The flexibility of Lua also makes it simple to add additional optional parameters to function calls.  By allowing a table to be passed at scope and shape creation time context specific values can be given:

CylinderY(0, ySize-10, 0, xSize, 10, zSize, { topRadius=0; appearance="RoofTilesBrown" });

here the cylinder has been given a zero top radius factor to turn it into a cone and the appearance for the shape changed to a brown roof tile effect producing the top of the castle's turret:

Turret roof formed by a cylinder with zero top radius
Space Modifiers

Finally it's also perfectly possible to apply arbitrary functions to areas of the SDF in much the same way as the geometric primitives do, but instead of generating values we can modify the values already present to produce interesting or bizarre effects that would be difficult to achieve with geometry directly (or at least without massively tessellated geometry)

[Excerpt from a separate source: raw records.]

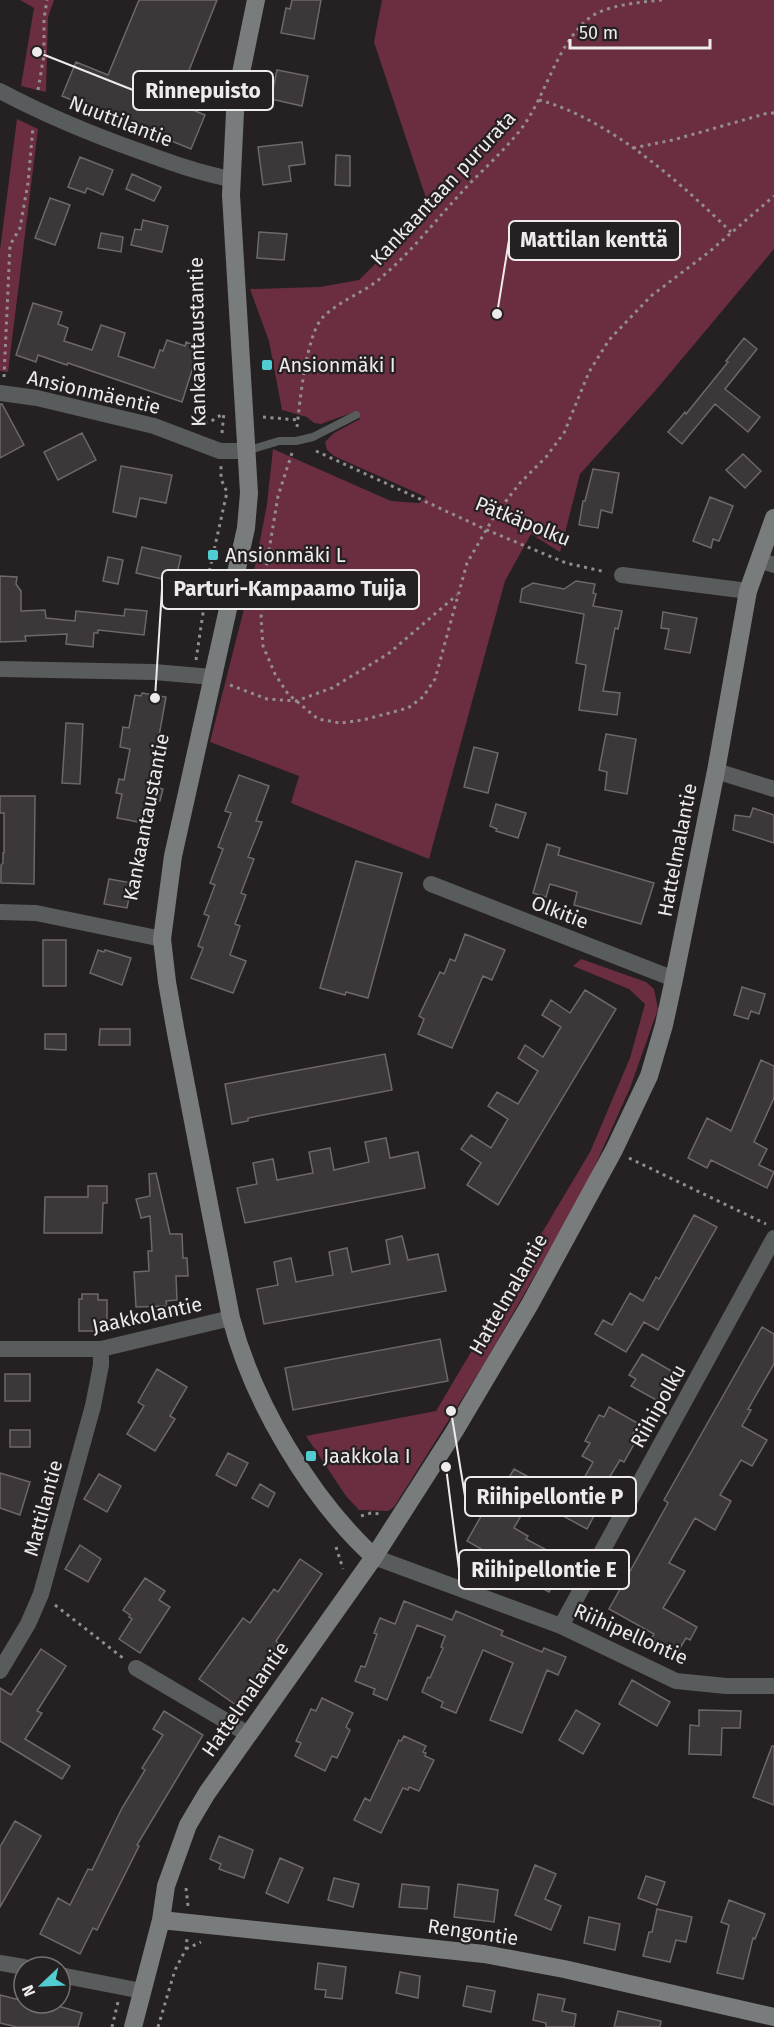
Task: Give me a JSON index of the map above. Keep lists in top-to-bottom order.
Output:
{
  "streets": {
    "street": [
      "Nuuttilantie",
      "Kankaantaustantie",
      "Ansionmäentie",
      "Hattelmalantie",
      "Olkitie",
      "Jaakkolantie",
      "Riihipolku",
      "Mattilantie",
      "Riihipellontie",
      "Rengontie"
    ],
    "path": ["Kankaantaan pururata", "Pätkäpolku"]
  },
  "crossings": [
    ["Nuuttilantie", "Kankaantaustantie"],
    ["Kankaantaan pururata", "Pätkäpolku"],
    ["Kankaantaustantie", "Ansionmäentie"],
    ["Kankaantaustantie", "Hattelmalantie"],
    ["Kankaantaustantie", "Jaakkolantie"],
    ["Kankaantaustantie", "Riihipellontie"],
    ["Hattelmalantie", "Olkitie"],
    ["Hattelmalantie", "Riihipellontie"],
    ["Hattelmalantie", "Rengontie"],
    ["Jaakkolantie", "Mattilantie"],
    ["Riihipolku", "Riihipellontie"]
  ],
  "places": {
    "other": [
      "Rinnepuisto",
      "Mattilan kenttä",
      "Parturi-Kampaamo Tuija",
      "Riihipellontie P",
      "Riihipellontie E"
    ],
    "transit": ["Ansionmäki I", "Ansionmäki L", "Jaakkola I"]
  },
  "scale_bar": "50 m",
  "north": "bottom left"
}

NoiseShape(-4, -4, -4, xSize+8, ySize+8, zSize+8, CSG_Add, { noiseScale=0.5, noiseAmplitude=1.5 } );

here a Noise modifier has been applied to an area of the scope to warp the values already generated for the keep:

Regular keep without the modifier applied
Same keep with the Noise() modifier applied just for fun
although this is something of a contrived example (unless you were planning on making a castle out of jelly) it shows the power of the effect, other effects such as twists, warps and even softening blurs are also possible.

Variations on a Theme

So far everything presented here has been undeniably procedural being based on rules and parameters but it has also been entirely deterministic.  If I feed one of these Lua scripts into the system five times I will get exactly the same building out each and every time which is going to make it somewhat tedious to produce the wide variety of buildings and structures with which I hope to populate my voxel worlds.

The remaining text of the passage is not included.